There was a post about 8 weeks ago asking when Brady would break the record, or how many he would get. People were predicting 55 or 60 or something. I remember thinking (maybe even posting) that the Patriots were going to come back to earth and that 50 or 51 was the likely number. Weather. More game film. Understanding how we use our personel. Injuries. (I won't use "blueprint" here because it freaks people out, but the Colts did some nice things against us for a while that others copied.)

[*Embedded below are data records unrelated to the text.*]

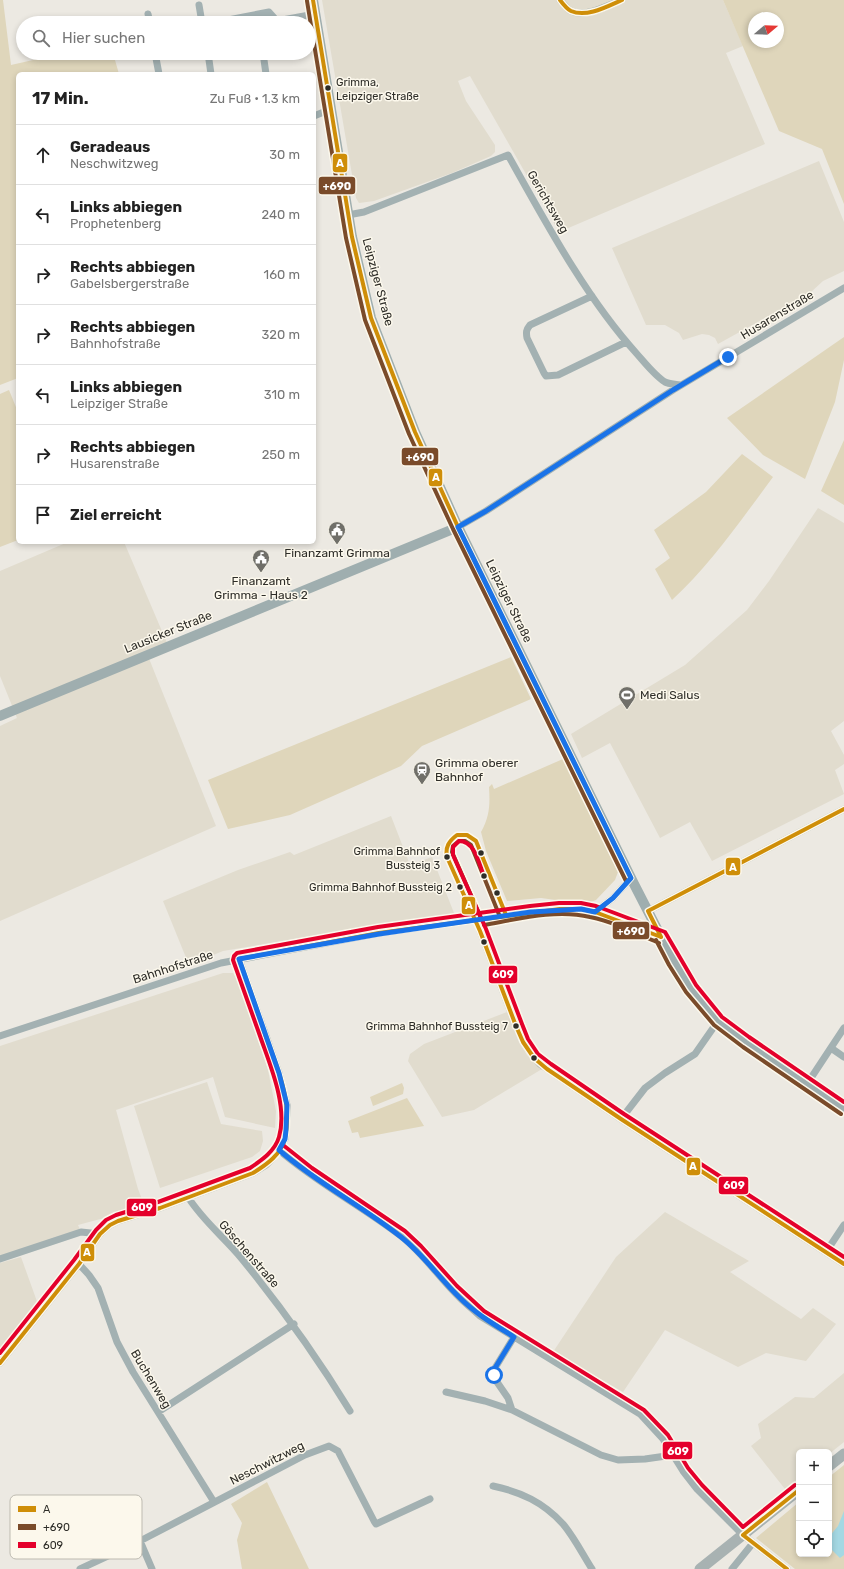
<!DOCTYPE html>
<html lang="de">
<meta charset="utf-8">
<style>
body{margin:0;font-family:Rubik,sans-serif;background:#f2f2f2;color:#222}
.controls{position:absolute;right:12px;bottom:12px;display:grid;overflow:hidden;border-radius:6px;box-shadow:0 2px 6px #0003}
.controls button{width:36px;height:36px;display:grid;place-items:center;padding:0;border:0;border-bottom:1px solid #e0e0e0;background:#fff;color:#222;font:20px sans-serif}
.compass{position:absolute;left:748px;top:12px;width:36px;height:36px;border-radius:50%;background:#fff;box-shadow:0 2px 6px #0003;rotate:71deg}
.stop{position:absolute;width:12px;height:12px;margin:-9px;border:3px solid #1a73e8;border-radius:50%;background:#fff}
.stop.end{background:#1a73e8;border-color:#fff;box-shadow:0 1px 4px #0008}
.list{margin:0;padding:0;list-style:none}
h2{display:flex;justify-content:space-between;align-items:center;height:52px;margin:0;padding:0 16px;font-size:17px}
h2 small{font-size:13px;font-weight:400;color:#767676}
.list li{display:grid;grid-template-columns:26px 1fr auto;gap:12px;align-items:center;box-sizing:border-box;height:60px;padding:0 16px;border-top:1px solid #e0e0e0}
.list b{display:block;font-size:15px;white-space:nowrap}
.list p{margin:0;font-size:13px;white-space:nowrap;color:#767676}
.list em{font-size:13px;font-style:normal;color:#767676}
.icon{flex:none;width:22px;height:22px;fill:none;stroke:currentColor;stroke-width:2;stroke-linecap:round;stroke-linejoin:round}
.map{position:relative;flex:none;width:844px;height:1569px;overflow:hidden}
.search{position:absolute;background:#fff;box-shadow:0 2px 6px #0003;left:16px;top:16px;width:300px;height:44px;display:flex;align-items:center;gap:10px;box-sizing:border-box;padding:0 14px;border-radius:22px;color:#767676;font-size:15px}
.panel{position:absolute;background:#fff;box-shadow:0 2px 6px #0003;left:16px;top:72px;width:300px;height:472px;border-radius:6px}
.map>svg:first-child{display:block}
</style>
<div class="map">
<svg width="844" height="1569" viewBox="0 0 844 1569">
<rect width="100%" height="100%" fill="#ece9e2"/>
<path fill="#e1dcce" d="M322 0H723L743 46 726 53 765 144 559 232 470 76 458 81 466 101 495 145V152L491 156 452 173 374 201 359 203 356 198Z
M819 161 844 222V271L823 281 810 293 718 344 715 338 709 335 702 334 683 340 679 333 665 325H646L612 248Z
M818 508 844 523V721L831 731 844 755V764L835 770 844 794 712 861 690 822 660 838 610 743 582 758 571 734 685 665 747 610 769 581Z
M68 542H124L167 643 146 651 216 826 0 921V726L17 718 0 676V571Z
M391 816 410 865 432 857 454 913 453 915 382 924 223 951 189 965 163 901 238 870 290 852 294 855Z
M223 973H233L239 983 268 1070 276 1111 275 1128 225 1117 213 1077 116 1110 138 1189 145 1207 78 1225 81 1232 0 1258V1046Z
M507 1012 519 1042 527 1055 542 1069 474 1110 442 1117 408 1061 410 1054 424 1044Z
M207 1082 221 1124 262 1131 263 1141 260 1151 252 1157 160 1188 134 1106Z
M665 1212 749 1261 730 1272 801 1319 813 1308 836 1324 806 1361 766 1353 738 1367 665 1330 623 1392 553 1352 616 1257Z
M21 1257 39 1307 0 1356V1263Z
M844 1373V1442L829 1454V1452H799V1478L785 1489 751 1446 761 1438 758 1424 795 1397 814 1398Z"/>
<path fill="#dfd6bb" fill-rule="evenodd" d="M0 0H3L11 65 64 53H113L119 74H18V378L0 385Z
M723 0H844V204L822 149 779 131ZM754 18H778V42H754Z
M844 337V360L835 402 805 479 763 455 727 418Z
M9 390 18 412V540L0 547V394Z
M844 440V505L821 491Z
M742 454 773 477C741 520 711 564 672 600L655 569 670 558 654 530 706 492Z
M511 657 531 699 422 746 401 766 290 815 228 829 208 780Z
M563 759 618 872 615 880 596 900 585 904 541 898 507 901 486 851 481 832C490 816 490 804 489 787L492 784 494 789Z
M402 1083 404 1088 403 1094 373 1106 370 1097Z
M407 1098 424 1126 360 1138 358 1132 352 1133 348 1121Z
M844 1465V1569H795L756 1538 799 1502V1554H829V1477Z
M267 1482 309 1569H242L237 1540 242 1523 231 1504Z"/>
<path fill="#a4d8e3" d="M844 1511V1555L840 1558 829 1547V1537L838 1526Z"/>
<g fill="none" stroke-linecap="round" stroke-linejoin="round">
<path stroke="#a3b1b2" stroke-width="7" d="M560 0C563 3 567 9 571 11 586 18 608 5 622 0
M199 5 202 23
M148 14 150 23
M223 21 269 12 277 21 315 14
M155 53 159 74
M208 53 211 74
M263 53 266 74
M314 116 331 109
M348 215 364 212 508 155C545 221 586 298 637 354 645 363 655 376 665 382 669 384 676 384 680 385
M592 296 530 325C526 330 526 332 527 338L544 373 546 376 558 375 626 342
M458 527 486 511 673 390 844 288
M648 911 844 809
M595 912 613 898 631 878
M476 920 516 1026C522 1040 529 1053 540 1064L621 1119 844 1264
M0 1036 221 963 379 933 531 912 581 909 605 915 661 937
M831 1048 844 1057
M807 1084 844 1028
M621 1119 645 1088 665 1073 695 1054 718 1021
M279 1150C317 1183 362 1206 401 1236 424 1254 439 1278 460 1298 466 1304 474 1310 480 1316L640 1414 663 1439 683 1471 697 1489 743 1535 787 1569
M188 1197C203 1221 225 1238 242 1259 282 1308 317 1357 350 1411
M826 1252 844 1225
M0 1259 81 1232 100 1234
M79 1264 89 1275 98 1288 117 1342 133 1372 214 1502
M0 1363 79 1264 100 1234 110 1225 118 1221 160 1208 253 1173 266 1165 273 1158 279 1150 285 1139 287 1115V1105L279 1073 239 959
M446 1392 485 1401 512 1410 601 1455 618 1460 645 1459 673 1455
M512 1410 508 1398 497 1382 494 1375 495 1368 514 1337
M158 1412 294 1324
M493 1486C521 1492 543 1502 563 1524 574 1537 583 1555 592 1569
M140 1541 152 1569
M80 1569 140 1541 305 1455 329 1446 338 1451 374 1521 376 1524 430 1499
M732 1569 753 1543"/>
<path stroke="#9faeaf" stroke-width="10" d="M313 0 352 237 371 318 415 432 458 527 634 884 674 962 691 989 718 1021 732 1032 844 1109
M0 716 458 527"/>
<path stroke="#a8b2b2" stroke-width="11" d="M829 1466 844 1454
M700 1569 799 1490"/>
<g stroke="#fcf8ec" stroke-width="7">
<path id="bus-1" d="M313 0 352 237 371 318 415 432 458 527 631 878 613 898 595 912
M560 0C563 4 567 9 571 11 587 18 608 6 622 0
M506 915 476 841 467 835H457C449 841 445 847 447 857L480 931 516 1026 523 1042 534 1058 547 1069 621 1119 844 1264
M661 937 648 911 844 809
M239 959 379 933 560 909H581L595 912 661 937
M0 1363 79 1264 100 1234 110 1225 118 1221 160 1208 253 1173C266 1165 282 1154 285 1138 293 1102 277 1067 265 1034 257 1009 248 984 239 959
M743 1535 799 1490
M743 1535 787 1569"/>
</g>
<g stroke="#fcf8ec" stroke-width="7">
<path id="bus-2" d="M307 1 346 238 365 320 409 434 453 529 626 881
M481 918 452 852 453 846 459 841H465L471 845 500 917
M484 925C518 919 556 909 590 917 614 922 636 933 659 943
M656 940 669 965 686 992 714 1025 743 1047 841 1114"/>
</g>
<g stroke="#fcf8ec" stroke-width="7">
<path id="bus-3" d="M484 876C479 864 475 841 459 841L453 847V855L486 929 522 1024 528 1039 538 1054 551 1064 624 1114 844 1257
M283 1145 312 1168 405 1231 421 1246 457 1286 484 1311 644 1410 668 1435 688 1468 702 1485 743 1527 795 1485
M0 1353 74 1260 96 1230 106 1220 116 1215 158 1202 250 1168C262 1160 275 1151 279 1137 288 1106 270 1065 260 1036 251 1011 242 986 233 960L234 956 237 953 378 927 530 906 559 903H581L596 906 665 932 696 985 722 1017 749 1037 844 1102"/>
</g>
<use href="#bus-1" stroke="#cf8e08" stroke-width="4"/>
<use href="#bus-2" stroke="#7a4b2a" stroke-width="4"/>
<use href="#bus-3" stroke="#e4002b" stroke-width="4"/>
</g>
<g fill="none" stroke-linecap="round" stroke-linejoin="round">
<path stroke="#1a73e8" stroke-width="5" d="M494 1375 495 1368 514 1337C495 1325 476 1314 460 1298 439 1278 424 1255 401 1237 362 1206 317 1183 279 1150L285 1139 286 1130 287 1105 279 1073 239 959 379 934 531 912 581 909 595 912 613 898 631 878 458 527 486 511 673 390 728 357"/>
</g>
<defs>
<g id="civic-pin" transform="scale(0.9)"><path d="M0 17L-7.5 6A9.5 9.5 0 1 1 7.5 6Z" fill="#706f69" stroke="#fcf8ec"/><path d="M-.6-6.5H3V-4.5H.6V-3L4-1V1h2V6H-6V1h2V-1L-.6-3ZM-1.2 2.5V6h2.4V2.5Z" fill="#fff"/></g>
<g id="stadium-pin" transform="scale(0.9)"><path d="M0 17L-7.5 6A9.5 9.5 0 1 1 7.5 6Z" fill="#706f69" stroke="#fcf8ec"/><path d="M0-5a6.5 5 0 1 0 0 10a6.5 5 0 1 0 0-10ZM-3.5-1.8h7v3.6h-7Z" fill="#fff"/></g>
<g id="station-pin" transform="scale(0.9)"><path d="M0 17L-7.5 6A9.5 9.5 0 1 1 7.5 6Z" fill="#706f69" stroke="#fcf8ec"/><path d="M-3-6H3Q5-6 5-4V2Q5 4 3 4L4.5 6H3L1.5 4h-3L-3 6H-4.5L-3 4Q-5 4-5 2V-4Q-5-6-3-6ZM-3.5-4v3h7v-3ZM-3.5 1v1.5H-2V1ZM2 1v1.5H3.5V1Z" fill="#fff"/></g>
</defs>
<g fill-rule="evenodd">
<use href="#civic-pin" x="337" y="530"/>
<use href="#civic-pin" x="261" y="558"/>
<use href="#stadium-pin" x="627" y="695"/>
<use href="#station-pin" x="422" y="770"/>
</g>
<g fill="#2e2d28" stroke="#fcf8ec" stroke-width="1.5">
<circle cx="328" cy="88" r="3.5"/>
<circle cx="481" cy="853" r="3.5"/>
<circle cx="447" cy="857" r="3.5"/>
<circle cx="484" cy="876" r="3.5"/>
<circle cx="460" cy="887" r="3.5"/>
<circle cx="497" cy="893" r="3.5"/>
<circle cx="484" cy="942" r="3.5"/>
<circle cx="516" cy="1026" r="3.5"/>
<circle cx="534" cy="1058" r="3.5"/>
</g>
<g text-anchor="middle" stroke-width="3" stroke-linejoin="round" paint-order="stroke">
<g font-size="11" fill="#2e2d28" stroke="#fcf8ec" text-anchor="end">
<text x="336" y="86" text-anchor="start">Grimma,<tspan x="336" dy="14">Leipziger Straße</tspan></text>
<text x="440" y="855">Grimma Bahnhof<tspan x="440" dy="14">Bussteig 3</tspan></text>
<text x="452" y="891">Grimma Bahnhof Bussteig 2</text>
<text x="508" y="1030">Grimma Bahnhof Bussteig 7</text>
</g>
<g font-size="12" fill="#2e2d28" stroke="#fcf8ec">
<text transform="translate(548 202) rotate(60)" y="4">Gerichtsweg</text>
<text transform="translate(378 282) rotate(75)" y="4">Leipziger Straße</text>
<text transform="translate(777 315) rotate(-31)" y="4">Husarenstraße</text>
<text transform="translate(509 601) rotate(64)" y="4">Leipziger Straße</text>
<text transform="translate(168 632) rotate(-22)" y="4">Lausicker Straße</text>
<text transform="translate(173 967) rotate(-18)" y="4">Bahnhofstraße</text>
<text transform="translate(249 1254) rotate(49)" y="4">Göschenstraße</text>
<text transform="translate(151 1379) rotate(59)" y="4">Buchenweg</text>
<text transform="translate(267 1463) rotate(-27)" y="4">Neschwitzweg</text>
</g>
<g font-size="12" fill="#2e2d28" stroke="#fcf8ec">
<text x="337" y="557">Finanzamt Grimma</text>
<text x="261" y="585">Finanzamt<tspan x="261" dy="14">Grimma - Haus 2</tspan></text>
<text x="640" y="699" text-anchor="start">Medi Salus</text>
<text x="435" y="767" text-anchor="start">Grimma oberer<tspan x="435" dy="14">Bahnhof</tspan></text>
</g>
</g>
<rect x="10" y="1495" width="132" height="64" rx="6" fill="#fcf8ec" stroke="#bebbb1" stroke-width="1"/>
<rect x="18" y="1506" width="18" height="6" fill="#cf8e08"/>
<rect x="18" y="1524" width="18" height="6" fill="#7a4b2a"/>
<rect x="18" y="1542" width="18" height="6" fill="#e4002b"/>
<g font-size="11" fill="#2e2d28">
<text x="43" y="1513">A</text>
<text x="43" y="1531">+690</text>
<text x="43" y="1549">609</text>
</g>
<g stroke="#fcf8ec" stroke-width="1.5">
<rect x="332" y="153" width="16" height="20" rx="4" fill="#cf8e08"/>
<rect x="318" y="176" width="38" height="19" rx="4" fill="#7a4b2a"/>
<rect x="401" y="447" width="38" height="19" rx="4" fill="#7a4b2a"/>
<rect x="428" y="468" width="15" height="19" rx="4" fill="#cf8e08"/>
<rect x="725" y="857" width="16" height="19" rx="4" fill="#cf8e08"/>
<rect x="461" y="896" width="15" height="19" rx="4" fill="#cf8e08"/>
<rect x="612" y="921" width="38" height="19" rx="4" fill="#7a4b2a"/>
<rect x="488" y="965" width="30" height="19" rx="4" fill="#e4002b"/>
<rect x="686" y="1157" width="15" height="19" rx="4" fill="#cf8e08"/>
<rect x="718" y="1176" width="31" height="19" rx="4" fill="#e4002b"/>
<rect x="126" y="1198" width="31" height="19" rx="4" fill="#e4002b"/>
<rect x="80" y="1243" width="15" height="19" rx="4" fill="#cf8e08"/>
<rect x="662" y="1441" width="31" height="19" rx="4" fill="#e4002b"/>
</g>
<g font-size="11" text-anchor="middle" font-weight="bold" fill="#fff">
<text x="340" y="167">A</text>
<text x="337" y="190">+690</text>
<text x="420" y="461">+690</text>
<text x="436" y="481">A</text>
<text x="733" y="871">A</text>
<text x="469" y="909">A</text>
<text x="631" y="935">+690</text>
<text x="503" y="978">609</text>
<text x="693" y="1170">A</text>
<text x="734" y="1189">609</text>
<text x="142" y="1211">609</text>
<text x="87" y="1256">A</text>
<text x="678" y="1455">609</text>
</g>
</svg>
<div class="controls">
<button>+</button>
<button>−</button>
<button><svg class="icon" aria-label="locate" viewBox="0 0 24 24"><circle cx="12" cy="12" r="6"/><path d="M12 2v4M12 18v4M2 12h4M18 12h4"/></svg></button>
</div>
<svg class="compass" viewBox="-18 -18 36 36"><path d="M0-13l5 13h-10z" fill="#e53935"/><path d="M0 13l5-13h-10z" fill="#767676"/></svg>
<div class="stop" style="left:494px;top:1375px"></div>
<div class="stop end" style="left:728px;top:357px"></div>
<div class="search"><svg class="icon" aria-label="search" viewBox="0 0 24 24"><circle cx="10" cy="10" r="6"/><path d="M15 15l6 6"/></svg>Hier suchen</div>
<section class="panel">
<h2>17 Min.<small>Zu Fuß · 1.3 km</small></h2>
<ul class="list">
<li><svg class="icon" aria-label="ahead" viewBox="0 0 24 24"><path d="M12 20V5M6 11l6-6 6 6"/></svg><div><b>Geradeaus</b><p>Neschwitzweg</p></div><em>30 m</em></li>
<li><svg class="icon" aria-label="left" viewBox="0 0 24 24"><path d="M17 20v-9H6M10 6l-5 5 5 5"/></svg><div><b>Links abbiegen</b><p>Prophetenberg</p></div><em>240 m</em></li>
<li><svg class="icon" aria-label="right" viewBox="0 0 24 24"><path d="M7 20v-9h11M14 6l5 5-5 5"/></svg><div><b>Rechts abbiegen</b><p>Gabelsbergerstraße</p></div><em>160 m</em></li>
<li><svg class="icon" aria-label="right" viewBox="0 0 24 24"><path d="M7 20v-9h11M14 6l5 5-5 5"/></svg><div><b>Rechts abbiegen</b><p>Bahnhofstraße</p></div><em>320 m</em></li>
<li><svg class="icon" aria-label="left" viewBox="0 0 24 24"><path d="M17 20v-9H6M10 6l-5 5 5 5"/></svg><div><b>Links abbiegen</b><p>Leipziger Straße</p></div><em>310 m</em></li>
<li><svg class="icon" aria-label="right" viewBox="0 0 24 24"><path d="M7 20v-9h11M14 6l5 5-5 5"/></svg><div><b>Rechts abbiegen</b><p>Husarenstraße</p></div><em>250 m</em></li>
<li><svg class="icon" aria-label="arrive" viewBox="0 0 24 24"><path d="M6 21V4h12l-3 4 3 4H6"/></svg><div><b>Ziel erreicht</b></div></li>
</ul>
</section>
</div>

I also, though, thought that our play calling got weird. Maybe stats don't back it up, but we seemed like much more of a home-run oriented team to me in the second half. I look at our team, and I don't really understand how a team could stop our offense if it took a ball-control, we have 3 plays (and sometimes 4) to get 10 yards, approach. It seemed to me early on as though we were content to keep the chains moving and using a grinding offense to set up the big plays, rather than vice versa -- now it seems like we think 20-plus yards first and then take the smaller stuff after we establish the deep threat.
I think back on those first 8 games, and I remember us pounding our opponents with 12, 13, 14 play drives, moving mechanically down the field and keeping our defense on the sideline rested. Then after grinding away, boom, the home run was wide open.
I think comparing time of possession stats from the first half of the season to the second is exceptionally telling. In the first half of the season, we had a dramatic time of possession differential in every game we played -- holding the ball more than double digit minutes more than our opponents in 4 games. (The TOP differential in the first 8 games was 6+ minutes, 11+ minutes, 9+, 4+, 14+, 16+, 11+, 15+.)
In the second half, it was a much different story. In half the games, our opponents had the TOP edge -- Indy, Balt, Pitt, and Miami. The other 4 games were much less slanted, except the Giants game.
Maybe Morris' injury had something to do with this. Maybe pursuit of records was the reason. Maybe the offensive philosophy changed. Or maybe Belichick wants to have more up his sleeve. I don't know.
What I do know is that this team seems like it could score every time down the field if it was content with a moving-the-chains offense rather than a big-play offense. You have to take what you're given, but it seems to me as though we've tried to go for the big plays even where they weren't there, and only moved to a more ball-control mentality when the game was on the line.